THE PROBLEM: In the records below, find each line that holds "list" and return it.

Collected data entries

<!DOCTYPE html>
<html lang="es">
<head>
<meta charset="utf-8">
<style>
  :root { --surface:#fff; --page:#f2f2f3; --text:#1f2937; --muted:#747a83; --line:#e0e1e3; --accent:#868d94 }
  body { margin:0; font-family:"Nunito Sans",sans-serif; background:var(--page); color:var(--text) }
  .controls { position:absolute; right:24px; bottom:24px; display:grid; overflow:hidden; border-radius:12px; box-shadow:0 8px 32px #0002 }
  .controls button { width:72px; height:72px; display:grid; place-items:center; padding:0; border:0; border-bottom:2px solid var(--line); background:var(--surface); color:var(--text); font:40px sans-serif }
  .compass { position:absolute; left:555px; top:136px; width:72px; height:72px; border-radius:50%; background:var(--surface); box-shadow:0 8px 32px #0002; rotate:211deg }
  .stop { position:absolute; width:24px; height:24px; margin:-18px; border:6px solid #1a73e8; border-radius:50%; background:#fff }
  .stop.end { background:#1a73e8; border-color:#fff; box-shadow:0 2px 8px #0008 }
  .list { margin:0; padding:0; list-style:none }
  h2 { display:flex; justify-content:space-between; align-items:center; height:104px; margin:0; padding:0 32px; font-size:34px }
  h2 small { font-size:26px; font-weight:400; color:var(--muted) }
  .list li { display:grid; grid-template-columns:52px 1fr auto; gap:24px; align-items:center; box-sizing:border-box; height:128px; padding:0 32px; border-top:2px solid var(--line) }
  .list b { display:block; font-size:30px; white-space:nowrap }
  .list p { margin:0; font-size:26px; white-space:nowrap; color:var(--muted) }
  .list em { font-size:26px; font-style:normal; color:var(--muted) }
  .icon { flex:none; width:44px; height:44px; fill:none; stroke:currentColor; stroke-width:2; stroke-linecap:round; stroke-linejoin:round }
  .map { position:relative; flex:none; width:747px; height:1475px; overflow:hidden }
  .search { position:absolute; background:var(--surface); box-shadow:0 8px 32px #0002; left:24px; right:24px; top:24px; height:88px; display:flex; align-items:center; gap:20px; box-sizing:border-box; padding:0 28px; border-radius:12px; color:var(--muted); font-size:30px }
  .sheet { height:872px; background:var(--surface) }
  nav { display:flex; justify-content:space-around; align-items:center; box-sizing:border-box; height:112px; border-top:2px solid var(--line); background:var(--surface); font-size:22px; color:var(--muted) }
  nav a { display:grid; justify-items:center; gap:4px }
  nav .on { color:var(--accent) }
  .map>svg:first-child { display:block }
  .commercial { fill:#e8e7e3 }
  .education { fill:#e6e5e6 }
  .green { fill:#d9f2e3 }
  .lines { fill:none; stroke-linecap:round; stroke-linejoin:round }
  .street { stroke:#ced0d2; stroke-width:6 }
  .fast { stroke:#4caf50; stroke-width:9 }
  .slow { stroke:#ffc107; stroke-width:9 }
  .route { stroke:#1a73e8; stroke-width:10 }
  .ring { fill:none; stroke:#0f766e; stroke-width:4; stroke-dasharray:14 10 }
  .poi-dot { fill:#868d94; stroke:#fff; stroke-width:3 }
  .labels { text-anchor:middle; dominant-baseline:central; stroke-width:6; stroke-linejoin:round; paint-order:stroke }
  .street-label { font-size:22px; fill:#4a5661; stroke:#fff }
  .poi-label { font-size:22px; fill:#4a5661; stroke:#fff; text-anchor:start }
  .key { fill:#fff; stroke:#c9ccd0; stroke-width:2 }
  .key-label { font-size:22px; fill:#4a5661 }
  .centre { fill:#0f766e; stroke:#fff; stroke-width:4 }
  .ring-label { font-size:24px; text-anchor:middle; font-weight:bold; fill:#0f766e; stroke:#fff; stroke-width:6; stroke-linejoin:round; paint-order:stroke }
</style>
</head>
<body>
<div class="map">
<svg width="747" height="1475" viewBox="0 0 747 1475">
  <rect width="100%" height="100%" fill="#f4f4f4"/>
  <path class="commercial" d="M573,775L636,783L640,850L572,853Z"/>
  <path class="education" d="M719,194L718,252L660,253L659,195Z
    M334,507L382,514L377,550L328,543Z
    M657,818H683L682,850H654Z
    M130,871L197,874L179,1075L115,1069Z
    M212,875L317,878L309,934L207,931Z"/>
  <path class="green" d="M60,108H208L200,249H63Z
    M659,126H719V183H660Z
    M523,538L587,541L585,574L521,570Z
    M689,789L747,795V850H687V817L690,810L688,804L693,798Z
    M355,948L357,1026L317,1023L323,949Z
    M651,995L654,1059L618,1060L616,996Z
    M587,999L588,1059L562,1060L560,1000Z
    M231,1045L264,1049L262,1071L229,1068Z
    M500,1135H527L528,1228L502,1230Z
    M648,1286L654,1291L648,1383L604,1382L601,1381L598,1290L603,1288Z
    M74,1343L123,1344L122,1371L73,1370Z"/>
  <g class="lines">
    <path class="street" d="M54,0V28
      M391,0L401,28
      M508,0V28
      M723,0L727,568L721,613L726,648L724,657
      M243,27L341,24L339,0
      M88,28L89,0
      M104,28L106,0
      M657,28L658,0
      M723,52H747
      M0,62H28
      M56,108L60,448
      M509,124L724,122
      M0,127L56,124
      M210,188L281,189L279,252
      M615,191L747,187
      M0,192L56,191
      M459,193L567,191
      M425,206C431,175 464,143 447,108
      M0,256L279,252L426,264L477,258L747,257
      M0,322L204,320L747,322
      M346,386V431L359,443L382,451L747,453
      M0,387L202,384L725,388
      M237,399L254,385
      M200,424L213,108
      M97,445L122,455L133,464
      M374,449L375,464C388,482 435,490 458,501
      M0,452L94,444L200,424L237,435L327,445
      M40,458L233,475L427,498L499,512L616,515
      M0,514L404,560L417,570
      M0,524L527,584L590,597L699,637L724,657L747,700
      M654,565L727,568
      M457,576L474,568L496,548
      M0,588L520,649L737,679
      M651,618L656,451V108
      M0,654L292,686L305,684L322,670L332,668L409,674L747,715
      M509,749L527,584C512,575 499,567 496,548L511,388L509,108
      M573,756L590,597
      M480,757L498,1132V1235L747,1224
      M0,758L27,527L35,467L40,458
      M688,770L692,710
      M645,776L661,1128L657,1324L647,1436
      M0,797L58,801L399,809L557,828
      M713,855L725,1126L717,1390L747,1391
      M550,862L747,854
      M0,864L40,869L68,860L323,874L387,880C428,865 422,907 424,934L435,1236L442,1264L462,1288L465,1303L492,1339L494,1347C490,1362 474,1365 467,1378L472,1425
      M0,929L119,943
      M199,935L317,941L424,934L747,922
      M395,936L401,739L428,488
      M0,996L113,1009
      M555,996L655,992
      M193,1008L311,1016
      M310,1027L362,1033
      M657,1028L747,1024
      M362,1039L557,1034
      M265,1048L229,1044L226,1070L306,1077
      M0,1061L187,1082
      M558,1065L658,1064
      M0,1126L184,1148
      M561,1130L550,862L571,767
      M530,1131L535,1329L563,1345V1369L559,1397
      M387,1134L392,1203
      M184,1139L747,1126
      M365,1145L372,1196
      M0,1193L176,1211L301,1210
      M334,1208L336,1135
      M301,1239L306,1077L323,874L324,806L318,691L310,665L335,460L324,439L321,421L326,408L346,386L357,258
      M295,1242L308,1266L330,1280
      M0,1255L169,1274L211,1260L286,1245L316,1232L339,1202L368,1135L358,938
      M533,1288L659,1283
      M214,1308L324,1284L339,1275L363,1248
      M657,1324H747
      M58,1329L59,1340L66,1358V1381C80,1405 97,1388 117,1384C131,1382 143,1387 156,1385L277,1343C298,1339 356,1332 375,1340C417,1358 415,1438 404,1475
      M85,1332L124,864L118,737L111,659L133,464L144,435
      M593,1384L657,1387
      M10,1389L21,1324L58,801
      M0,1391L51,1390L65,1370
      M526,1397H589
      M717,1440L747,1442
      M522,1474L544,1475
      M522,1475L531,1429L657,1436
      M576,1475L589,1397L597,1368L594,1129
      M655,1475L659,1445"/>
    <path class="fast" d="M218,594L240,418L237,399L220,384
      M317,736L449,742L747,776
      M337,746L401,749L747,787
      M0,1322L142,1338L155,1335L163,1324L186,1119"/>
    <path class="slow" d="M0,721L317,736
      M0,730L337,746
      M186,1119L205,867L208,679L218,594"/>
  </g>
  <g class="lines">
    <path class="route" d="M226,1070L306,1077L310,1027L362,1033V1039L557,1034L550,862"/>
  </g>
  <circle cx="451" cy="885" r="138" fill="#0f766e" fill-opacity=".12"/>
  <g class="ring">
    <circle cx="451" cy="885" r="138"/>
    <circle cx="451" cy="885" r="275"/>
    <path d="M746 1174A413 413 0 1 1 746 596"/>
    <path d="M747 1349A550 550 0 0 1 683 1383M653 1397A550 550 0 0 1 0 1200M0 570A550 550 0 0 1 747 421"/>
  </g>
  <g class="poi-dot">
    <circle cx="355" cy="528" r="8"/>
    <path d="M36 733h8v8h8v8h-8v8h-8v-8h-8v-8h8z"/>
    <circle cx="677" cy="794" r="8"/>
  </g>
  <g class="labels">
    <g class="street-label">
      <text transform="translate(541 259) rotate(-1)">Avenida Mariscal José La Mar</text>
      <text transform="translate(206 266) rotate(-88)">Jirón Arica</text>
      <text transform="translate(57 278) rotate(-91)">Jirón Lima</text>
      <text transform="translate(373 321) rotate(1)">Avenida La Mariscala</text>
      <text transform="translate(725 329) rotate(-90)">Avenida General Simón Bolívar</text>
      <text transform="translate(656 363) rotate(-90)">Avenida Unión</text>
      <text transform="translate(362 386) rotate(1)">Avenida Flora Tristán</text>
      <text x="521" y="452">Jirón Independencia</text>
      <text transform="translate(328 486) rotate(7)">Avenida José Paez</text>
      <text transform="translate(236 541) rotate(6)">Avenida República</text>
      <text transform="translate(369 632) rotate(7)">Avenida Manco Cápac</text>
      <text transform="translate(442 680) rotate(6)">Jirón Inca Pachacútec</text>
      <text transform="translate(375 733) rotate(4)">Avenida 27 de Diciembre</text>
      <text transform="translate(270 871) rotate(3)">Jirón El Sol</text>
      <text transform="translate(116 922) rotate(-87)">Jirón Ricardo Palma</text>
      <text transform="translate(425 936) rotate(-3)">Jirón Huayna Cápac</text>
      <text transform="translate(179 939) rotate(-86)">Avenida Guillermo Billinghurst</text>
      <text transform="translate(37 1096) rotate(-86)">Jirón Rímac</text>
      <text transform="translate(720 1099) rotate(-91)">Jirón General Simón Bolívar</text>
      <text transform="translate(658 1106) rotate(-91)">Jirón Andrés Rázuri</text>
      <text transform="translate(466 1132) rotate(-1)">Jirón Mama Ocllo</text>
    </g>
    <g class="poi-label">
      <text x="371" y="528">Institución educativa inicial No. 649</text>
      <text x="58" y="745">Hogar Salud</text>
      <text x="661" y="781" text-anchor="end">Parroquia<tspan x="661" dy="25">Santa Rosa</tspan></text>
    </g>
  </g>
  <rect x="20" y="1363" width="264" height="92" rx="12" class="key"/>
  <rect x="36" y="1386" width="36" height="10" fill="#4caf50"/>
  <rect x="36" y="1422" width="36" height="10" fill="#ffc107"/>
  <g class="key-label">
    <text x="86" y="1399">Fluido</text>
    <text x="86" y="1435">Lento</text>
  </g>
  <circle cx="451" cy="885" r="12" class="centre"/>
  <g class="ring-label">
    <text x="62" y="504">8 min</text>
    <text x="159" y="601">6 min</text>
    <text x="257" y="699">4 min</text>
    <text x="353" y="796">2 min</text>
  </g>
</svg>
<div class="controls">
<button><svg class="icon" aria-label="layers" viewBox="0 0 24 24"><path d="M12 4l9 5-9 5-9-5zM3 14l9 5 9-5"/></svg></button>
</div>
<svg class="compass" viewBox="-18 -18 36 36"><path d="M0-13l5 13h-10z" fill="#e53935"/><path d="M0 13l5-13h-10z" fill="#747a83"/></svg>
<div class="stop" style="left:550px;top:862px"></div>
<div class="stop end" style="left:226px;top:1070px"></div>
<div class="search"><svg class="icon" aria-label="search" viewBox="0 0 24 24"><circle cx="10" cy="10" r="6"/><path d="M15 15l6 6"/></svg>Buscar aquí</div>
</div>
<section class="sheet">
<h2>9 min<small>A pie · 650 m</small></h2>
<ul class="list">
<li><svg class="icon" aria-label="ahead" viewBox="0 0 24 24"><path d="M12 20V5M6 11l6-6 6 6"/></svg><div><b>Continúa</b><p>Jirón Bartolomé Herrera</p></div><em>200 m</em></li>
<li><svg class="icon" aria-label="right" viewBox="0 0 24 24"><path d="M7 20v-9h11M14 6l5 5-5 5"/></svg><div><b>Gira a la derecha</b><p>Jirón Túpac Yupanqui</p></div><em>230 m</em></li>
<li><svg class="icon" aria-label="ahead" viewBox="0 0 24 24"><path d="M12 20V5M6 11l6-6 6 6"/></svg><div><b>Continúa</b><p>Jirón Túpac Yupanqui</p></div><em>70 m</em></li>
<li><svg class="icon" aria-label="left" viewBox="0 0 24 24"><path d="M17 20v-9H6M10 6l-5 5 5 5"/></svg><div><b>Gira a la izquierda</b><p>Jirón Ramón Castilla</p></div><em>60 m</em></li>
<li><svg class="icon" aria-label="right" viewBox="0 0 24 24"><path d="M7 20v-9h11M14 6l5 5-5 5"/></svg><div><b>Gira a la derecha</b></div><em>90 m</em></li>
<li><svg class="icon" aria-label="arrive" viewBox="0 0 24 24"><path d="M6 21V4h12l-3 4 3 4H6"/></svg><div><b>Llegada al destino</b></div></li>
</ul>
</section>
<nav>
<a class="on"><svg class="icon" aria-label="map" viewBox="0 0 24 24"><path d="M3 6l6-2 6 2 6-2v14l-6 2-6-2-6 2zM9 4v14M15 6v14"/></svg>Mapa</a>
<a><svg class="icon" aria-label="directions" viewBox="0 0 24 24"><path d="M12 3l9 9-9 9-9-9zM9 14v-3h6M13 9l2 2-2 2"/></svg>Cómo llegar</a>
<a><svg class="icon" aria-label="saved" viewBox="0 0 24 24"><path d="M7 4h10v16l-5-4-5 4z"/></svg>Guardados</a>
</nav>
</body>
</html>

RESULT:
  .list { margin:0; padding:0; list-style:none }
  .list li { display:grid; grid-template-columns:52px 1fr auto; gap:24px; align-items:center; box-sizing:border-box; height:128px; padding:0 32px; border-top:2px solid var(--line) }
  .list b { display:block; font-size:30px; white-space:nowrap }
  .list p { margin:0; font-size:26px; white-space:nowrap; color:var(--muted) }
  .list em { font-size:26px; font-style:normal; color:var(--muted) }
<ul class="list">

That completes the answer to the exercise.